Flash is fine.  Dont be a Fundamentalist. - sheaninesix
http://occupyhtml.org

======
bosch
I'll give everyone a great example of why I hate Flash:

So I downloaded the new Flash 11 and installed it, the 64 bit version so I can
now use 64 bit IE. I have IE 9 set to not accept third party cookies. In
Flash, I don't want cookies set either so I go to the global settings and make
sure no sites can save anything on my computer. Now Flash doesn't work at all.
No where. It should work on some sites that don't require cookies but it won't
even load. I'm not sure why this is but the only solution I've found is to
completely uninstall Flash, restart my computer and then reinstall it and
allow every site to store Flash cookies on my computer. I've replicated the
issue with Firefox and Chrome.

Strangely enough Youtube worked during these issues - because of HTML 5.
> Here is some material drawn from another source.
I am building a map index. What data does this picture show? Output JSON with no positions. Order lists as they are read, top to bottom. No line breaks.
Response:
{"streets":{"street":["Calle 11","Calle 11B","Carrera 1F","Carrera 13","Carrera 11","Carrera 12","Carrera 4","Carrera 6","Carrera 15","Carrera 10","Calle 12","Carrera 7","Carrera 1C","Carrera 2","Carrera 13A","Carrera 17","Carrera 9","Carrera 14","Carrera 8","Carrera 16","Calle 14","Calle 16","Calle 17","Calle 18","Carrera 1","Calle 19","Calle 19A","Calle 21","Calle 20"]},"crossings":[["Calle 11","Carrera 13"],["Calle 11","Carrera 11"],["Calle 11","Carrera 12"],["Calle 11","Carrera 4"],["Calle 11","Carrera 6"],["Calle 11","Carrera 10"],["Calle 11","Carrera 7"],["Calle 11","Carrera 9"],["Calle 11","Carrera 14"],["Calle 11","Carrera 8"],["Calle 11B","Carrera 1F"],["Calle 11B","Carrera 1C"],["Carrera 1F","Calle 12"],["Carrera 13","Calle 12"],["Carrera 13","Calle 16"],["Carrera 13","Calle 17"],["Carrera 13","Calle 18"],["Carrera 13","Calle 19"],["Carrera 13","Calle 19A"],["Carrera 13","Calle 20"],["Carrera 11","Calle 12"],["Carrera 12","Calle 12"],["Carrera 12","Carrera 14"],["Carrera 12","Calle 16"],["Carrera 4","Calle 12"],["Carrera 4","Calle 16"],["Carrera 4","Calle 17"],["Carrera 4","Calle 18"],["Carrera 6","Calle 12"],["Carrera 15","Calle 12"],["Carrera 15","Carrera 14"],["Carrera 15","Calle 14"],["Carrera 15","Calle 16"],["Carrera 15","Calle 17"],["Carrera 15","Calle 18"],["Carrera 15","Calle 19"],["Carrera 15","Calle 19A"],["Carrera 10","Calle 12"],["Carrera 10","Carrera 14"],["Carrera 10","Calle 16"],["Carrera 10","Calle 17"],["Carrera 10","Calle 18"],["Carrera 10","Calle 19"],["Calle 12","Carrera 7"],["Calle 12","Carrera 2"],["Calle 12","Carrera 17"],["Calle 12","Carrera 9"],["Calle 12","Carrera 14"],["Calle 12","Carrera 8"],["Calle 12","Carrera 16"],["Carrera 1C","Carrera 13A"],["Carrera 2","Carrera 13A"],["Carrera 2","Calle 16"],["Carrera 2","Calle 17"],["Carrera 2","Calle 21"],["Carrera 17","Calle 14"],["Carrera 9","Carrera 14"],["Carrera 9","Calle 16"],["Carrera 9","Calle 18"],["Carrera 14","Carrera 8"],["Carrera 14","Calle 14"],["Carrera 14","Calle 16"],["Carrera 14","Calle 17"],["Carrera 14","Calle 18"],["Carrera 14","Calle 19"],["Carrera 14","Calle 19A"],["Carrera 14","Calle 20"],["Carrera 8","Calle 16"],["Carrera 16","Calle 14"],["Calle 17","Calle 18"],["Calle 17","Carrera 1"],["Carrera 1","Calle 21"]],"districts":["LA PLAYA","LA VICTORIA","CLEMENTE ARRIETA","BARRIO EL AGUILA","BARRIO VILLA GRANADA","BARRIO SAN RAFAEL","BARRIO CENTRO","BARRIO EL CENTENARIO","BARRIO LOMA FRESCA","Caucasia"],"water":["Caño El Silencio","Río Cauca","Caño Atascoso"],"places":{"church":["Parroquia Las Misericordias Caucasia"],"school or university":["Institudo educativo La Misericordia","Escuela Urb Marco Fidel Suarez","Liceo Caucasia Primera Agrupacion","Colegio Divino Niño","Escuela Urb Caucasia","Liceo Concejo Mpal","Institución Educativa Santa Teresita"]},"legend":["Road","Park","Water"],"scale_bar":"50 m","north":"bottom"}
Also, there's a bug in Flash 11 in Windows 7 where for some reason the taskbar
doesn't get hidden when you full screen a flash video.

Flash could've been useful, but Adobe's coders are the worst in the business.
All they had to do was make it small, efficient and easy to use. Essentially
they did the exact opposite and only had a business model because there were
no competitors. In addition, they have security issues and all these random
strange issues which should never happen.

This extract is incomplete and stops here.